PROBLEM - Determine which lines of the records include the word "rotate", and copy them.

SUPPLIED RECORDS -
----
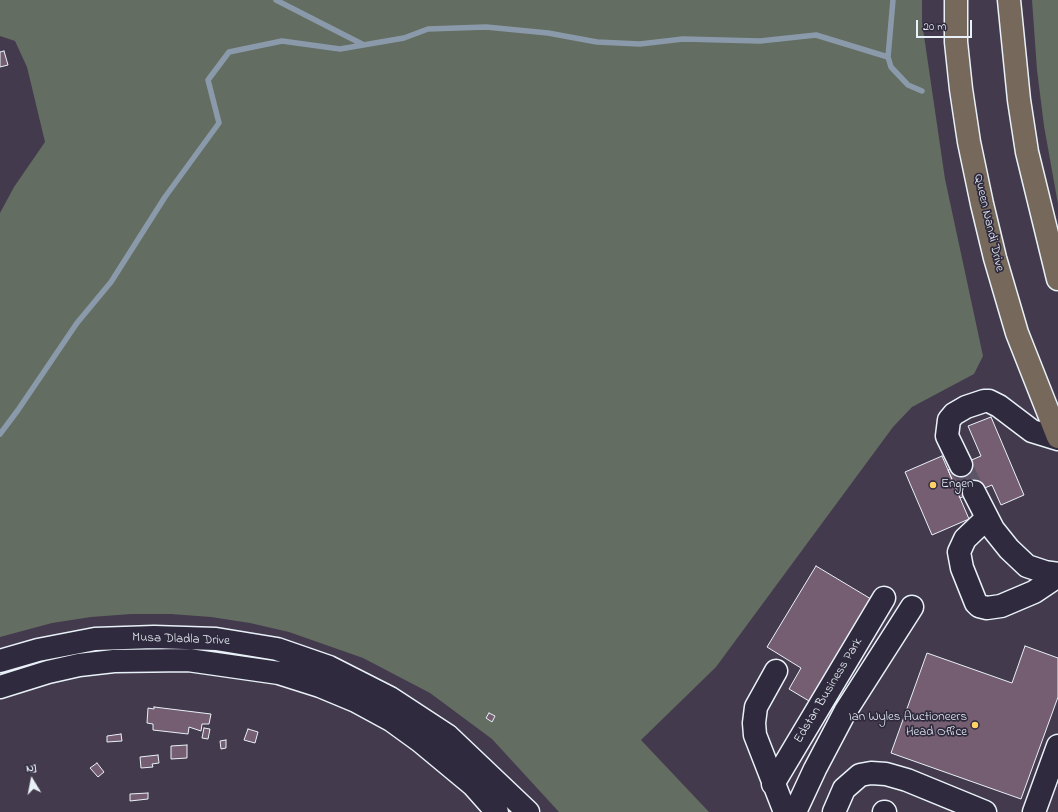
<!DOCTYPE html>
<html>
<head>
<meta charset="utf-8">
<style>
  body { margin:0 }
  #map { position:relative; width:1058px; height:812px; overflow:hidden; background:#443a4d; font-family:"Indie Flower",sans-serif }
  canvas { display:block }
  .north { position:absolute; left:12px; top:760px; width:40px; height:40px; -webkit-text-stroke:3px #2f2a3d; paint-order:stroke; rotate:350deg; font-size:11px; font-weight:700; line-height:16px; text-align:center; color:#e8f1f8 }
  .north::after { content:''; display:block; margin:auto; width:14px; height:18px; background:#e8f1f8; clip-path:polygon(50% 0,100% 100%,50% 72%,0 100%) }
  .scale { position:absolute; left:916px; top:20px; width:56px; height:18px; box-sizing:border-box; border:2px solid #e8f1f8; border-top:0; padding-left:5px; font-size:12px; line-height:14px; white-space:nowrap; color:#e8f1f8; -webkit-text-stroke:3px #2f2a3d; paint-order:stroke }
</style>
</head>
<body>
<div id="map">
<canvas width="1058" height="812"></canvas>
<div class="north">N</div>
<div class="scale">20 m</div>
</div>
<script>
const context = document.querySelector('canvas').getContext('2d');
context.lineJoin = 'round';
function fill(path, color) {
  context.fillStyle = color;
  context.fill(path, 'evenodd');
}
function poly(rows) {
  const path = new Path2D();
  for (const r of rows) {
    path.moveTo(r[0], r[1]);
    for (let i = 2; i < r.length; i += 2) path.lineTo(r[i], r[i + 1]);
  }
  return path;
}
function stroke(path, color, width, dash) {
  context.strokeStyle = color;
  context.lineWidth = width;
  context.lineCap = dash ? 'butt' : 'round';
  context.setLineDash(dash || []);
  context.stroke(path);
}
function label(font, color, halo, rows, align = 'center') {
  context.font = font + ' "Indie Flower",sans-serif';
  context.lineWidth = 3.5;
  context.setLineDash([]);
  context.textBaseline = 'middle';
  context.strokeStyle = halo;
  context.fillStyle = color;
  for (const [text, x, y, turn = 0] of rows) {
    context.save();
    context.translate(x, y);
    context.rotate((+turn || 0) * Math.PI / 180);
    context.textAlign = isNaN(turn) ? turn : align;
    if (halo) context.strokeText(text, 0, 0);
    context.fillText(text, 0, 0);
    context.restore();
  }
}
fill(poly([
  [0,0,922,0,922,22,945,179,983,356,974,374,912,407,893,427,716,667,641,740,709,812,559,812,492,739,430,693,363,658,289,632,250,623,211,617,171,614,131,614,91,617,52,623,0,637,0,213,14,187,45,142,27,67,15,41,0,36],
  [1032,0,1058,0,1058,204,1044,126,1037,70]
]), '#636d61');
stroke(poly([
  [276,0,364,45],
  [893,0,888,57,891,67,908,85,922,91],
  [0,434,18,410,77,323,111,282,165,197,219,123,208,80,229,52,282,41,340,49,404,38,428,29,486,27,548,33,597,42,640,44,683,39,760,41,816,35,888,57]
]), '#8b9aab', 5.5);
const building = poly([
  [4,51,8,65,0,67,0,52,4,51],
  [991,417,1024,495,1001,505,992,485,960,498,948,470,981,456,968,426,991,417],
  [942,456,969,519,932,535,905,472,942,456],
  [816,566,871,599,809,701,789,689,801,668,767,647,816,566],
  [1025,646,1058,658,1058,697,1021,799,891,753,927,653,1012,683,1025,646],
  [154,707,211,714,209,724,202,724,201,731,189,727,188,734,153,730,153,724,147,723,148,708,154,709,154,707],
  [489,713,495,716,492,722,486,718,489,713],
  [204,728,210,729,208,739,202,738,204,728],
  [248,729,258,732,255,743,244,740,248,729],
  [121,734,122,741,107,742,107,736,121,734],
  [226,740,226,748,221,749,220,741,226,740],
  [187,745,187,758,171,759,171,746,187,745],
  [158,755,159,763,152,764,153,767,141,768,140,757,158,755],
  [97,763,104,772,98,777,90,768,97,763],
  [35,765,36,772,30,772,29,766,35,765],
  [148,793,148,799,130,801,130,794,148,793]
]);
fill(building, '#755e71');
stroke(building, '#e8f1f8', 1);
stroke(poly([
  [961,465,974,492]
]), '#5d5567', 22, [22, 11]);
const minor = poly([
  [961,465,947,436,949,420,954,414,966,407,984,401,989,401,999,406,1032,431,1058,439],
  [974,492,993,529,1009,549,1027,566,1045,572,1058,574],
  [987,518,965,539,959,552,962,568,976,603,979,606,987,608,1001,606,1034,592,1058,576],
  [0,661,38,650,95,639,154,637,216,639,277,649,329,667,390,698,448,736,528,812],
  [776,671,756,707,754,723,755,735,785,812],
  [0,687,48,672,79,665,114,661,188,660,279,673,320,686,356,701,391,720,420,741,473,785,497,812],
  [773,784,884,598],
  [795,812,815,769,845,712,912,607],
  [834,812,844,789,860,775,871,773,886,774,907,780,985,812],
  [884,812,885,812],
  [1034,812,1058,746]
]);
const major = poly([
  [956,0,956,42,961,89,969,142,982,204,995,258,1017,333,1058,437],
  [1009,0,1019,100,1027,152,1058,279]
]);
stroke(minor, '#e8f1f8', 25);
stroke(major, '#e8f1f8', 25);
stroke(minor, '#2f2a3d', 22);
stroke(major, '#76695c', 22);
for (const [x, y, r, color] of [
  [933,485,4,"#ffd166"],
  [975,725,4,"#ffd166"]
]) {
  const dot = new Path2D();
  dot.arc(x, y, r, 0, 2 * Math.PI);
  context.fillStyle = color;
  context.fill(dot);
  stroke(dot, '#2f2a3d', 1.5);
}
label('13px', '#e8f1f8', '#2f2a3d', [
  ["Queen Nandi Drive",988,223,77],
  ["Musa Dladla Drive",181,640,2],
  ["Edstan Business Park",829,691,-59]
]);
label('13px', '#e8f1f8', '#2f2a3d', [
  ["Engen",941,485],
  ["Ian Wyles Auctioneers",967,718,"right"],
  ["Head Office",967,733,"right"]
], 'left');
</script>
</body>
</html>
----
RESPONSE FOR THIS EXERCISE -
  .north { position:absolute; left:12px; top:760px; width:40px; height:40px; -webkit-text-stroke:3px #2f2a3d; paint-order:stroke; rotate:350deg; font-size:11px; font-weight:700; line-height:16px; text-align:center; color:#e8f1f8 }
    context.rotate((+turn || 0) * Math.PI / 180);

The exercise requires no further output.